Copy all lines in the data that contain the string "space".

--- Exercise input Enclosed Below ---

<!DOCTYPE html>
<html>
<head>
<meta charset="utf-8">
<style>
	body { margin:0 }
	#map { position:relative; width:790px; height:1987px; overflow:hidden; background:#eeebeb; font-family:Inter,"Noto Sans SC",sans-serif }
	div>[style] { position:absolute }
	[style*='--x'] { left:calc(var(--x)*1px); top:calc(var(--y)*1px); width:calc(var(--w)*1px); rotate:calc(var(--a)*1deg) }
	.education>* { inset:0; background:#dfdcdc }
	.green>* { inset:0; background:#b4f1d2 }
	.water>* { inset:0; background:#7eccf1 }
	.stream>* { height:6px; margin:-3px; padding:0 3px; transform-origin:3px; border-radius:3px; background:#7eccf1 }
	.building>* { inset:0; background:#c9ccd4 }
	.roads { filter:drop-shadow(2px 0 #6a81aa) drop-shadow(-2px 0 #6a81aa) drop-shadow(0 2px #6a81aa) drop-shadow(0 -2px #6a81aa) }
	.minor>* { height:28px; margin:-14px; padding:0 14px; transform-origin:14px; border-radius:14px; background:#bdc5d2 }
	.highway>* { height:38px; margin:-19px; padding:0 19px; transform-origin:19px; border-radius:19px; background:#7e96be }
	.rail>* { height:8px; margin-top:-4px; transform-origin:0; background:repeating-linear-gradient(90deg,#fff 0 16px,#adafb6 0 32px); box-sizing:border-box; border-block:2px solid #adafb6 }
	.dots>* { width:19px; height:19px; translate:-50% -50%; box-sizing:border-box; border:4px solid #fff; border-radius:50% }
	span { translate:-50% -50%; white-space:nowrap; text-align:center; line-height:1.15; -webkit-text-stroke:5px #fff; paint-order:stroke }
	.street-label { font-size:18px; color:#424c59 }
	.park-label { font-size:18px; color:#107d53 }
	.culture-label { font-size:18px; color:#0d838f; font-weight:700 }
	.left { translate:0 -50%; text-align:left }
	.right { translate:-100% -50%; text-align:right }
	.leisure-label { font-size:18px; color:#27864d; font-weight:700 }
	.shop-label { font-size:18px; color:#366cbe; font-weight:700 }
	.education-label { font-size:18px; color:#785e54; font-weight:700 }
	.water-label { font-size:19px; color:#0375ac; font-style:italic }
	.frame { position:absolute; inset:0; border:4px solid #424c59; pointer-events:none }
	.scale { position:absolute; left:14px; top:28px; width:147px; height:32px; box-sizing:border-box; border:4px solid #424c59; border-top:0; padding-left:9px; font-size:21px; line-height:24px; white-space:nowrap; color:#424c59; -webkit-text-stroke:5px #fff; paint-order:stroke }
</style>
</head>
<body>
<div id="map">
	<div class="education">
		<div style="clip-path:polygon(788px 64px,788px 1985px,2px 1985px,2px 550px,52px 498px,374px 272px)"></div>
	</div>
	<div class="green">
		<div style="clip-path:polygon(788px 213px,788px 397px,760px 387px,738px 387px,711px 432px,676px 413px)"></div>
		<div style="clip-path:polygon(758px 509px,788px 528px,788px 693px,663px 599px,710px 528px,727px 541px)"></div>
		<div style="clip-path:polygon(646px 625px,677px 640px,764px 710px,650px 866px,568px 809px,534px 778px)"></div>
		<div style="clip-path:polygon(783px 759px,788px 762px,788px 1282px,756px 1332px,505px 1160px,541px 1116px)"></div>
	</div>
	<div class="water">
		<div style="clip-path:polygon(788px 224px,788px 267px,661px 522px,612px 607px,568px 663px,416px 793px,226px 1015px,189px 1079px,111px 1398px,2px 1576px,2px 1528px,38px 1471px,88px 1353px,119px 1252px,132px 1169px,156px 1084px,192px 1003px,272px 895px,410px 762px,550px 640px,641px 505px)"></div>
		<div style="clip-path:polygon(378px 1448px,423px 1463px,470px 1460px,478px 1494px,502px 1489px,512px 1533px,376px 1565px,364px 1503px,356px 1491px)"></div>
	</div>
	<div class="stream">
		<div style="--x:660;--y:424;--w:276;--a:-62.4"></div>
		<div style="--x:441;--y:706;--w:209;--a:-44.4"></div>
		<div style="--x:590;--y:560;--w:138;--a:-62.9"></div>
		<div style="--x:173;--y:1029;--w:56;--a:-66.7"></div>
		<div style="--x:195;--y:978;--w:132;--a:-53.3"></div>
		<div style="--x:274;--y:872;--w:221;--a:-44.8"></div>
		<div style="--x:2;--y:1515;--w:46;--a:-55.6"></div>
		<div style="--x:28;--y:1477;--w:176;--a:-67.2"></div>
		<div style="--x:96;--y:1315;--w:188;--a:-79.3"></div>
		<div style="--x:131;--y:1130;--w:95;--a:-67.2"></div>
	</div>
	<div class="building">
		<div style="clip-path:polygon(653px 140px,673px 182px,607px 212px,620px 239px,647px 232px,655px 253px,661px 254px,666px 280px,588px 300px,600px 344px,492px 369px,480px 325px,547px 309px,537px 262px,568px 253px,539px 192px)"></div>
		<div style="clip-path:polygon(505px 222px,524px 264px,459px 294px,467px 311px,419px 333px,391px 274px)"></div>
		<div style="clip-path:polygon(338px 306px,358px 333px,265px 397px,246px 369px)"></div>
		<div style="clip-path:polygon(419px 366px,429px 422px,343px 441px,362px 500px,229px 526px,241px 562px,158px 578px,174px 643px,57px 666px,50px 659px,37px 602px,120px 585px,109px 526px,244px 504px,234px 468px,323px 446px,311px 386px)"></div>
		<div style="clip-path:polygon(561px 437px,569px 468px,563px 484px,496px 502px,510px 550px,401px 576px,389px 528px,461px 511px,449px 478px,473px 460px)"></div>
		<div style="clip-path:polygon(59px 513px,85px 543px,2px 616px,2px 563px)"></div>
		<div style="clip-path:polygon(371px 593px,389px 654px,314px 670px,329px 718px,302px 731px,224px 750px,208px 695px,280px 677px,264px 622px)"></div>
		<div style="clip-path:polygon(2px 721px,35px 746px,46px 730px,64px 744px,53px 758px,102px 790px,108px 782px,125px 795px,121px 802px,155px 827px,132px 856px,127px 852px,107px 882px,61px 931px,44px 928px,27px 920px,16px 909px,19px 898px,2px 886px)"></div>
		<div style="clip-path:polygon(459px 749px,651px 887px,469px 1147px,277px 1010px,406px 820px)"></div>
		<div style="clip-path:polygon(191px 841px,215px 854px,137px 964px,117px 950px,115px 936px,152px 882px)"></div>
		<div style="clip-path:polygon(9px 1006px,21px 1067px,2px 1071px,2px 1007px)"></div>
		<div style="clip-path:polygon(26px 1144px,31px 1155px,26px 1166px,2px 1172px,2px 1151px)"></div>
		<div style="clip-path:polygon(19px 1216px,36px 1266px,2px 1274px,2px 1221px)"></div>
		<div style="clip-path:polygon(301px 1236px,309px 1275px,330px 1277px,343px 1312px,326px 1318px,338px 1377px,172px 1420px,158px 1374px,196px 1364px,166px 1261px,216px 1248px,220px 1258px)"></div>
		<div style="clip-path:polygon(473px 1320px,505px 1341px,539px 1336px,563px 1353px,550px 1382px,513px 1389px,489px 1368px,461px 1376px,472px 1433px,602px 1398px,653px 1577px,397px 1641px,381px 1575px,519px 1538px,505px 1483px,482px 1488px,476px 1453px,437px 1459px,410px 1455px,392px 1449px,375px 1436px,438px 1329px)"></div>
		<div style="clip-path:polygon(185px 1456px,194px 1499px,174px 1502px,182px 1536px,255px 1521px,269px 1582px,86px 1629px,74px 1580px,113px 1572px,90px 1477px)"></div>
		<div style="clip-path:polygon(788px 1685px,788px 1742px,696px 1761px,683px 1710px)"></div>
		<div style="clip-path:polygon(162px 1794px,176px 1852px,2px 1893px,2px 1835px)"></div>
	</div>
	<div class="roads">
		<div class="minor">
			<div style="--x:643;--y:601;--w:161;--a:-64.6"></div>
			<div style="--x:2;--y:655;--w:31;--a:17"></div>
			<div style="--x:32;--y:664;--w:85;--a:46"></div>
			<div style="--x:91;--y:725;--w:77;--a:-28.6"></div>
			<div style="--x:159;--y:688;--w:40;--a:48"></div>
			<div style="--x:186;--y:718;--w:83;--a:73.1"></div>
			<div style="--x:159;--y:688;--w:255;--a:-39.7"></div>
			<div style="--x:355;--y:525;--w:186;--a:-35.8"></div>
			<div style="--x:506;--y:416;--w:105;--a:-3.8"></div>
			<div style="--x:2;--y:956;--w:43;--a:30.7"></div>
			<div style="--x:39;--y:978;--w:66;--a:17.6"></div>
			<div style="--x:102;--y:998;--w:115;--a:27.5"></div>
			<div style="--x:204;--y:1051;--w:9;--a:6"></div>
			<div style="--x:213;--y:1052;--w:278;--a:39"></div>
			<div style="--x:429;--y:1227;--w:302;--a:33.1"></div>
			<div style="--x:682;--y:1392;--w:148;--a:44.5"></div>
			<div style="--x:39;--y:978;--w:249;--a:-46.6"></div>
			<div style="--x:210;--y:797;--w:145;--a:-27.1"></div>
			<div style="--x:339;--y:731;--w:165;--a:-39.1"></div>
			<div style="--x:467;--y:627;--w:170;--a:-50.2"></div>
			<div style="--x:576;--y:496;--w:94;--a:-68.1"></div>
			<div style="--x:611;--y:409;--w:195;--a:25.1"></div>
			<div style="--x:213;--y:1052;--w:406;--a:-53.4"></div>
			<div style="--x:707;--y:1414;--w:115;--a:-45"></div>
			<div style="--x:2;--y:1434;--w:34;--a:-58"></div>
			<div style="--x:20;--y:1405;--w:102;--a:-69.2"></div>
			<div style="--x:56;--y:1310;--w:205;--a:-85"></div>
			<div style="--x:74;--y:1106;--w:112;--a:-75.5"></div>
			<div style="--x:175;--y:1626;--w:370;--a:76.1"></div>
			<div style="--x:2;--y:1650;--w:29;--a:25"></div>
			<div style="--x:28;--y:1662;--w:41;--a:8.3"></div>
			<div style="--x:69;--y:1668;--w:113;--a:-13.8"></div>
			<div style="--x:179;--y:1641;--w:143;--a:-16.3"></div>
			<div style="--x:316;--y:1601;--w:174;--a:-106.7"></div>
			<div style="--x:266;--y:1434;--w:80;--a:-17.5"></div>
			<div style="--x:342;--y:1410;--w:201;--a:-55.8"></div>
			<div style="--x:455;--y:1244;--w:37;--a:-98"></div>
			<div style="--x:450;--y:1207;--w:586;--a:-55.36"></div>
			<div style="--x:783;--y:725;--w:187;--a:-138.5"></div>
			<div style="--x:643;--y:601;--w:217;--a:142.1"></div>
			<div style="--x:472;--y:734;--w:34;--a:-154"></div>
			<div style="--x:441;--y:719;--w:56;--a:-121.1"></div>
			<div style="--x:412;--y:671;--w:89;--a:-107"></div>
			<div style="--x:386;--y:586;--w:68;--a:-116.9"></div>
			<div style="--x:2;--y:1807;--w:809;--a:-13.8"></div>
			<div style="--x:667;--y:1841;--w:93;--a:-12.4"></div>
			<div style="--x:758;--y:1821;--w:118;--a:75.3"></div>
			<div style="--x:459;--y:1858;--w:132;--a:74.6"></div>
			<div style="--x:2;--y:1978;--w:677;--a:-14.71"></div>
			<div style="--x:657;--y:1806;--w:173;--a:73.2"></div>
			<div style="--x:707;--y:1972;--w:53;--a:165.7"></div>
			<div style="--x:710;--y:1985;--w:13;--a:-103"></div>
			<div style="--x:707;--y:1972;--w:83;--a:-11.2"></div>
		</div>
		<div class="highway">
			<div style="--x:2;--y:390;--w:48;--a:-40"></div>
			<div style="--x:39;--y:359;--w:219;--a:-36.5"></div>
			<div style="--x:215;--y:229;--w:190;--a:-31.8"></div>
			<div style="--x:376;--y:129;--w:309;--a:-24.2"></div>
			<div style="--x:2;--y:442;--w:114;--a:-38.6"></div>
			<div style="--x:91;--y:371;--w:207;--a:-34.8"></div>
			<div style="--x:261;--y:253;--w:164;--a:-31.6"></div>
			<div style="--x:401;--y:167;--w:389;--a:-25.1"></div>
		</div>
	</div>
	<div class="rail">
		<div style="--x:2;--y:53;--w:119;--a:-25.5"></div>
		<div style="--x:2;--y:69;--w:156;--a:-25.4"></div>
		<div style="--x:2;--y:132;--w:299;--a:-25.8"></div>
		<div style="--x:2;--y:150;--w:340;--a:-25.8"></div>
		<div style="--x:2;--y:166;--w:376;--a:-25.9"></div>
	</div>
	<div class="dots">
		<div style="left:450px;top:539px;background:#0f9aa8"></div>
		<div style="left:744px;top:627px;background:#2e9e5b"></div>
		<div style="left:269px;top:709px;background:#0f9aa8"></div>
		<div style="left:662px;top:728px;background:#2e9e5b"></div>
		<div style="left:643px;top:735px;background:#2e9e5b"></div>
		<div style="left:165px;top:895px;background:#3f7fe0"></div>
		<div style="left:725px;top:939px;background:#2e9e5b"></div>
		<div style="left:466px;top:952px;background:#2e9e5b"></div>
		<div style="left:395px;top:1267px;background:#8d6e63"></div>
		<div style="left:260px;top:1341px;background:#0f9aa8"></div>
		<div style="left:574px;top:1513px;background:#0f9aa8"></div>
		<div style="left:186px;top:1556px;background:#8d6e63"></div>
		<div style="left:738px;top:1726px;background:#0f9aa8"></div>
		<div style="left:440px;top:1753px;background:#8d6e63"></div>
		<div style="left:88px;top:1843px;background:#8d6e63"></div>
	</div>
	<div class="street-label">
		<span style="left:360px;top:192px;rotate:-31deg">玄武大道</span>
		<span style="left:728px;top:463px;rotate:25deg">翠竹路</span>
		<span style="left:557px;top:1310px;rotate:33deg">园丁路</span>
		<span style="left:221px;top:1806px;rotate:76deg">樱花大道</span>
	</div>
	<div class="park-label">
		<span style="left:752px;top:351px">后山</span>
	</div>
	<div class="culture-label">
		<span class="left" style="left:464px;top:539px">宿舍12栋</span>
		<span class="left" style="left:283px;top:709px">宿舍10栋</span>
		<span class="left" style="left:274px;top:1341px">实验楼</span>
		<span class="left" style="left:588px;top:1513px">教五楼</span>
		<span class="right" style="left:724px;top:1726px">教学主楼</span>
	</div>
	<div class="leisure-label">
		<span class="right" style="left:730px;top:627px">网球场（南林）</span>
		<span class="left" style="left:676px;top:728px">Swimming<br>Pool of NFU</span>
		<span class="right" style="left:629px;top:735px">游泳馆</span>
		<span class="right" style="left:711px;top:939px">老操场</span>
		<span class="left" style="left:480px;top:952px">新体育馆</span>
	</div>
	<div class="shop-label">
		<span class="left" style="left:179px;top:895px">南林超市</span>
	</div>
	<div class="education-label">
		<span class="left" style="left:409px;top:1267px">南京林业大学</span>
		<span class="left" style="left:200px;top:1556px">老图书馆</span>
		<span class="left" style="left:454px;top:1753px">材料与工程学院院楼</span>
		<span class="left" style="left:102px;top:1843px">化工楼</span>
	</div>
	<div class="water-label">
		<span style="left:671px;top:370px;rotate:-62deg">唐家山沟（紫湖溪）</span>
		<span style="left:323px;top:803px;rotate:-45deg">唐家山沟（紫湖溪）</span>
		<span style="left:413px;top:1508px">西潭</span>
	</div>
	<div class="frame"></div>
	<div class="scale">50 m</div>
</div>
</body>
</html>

--- End of Enclosed Exercise input ---

# Answer section:
	span { translate:-50% -50%; white-space:nowrap; text-align:center; line-height:1.15; -webkit-text-stroke:5px #fff; paint-order:stroke }
	.scale { position:absolute; left:14px; top:28px; width:147px; height:32px; box-sizing:border-box; border:4px solid #424c59; border-top:0; padding-left:9px; font-size:21px; line-height:24px; white-space:nowrap; color:#424c59; -webkit-text-stroke:5px #fff; paint-order:stroke }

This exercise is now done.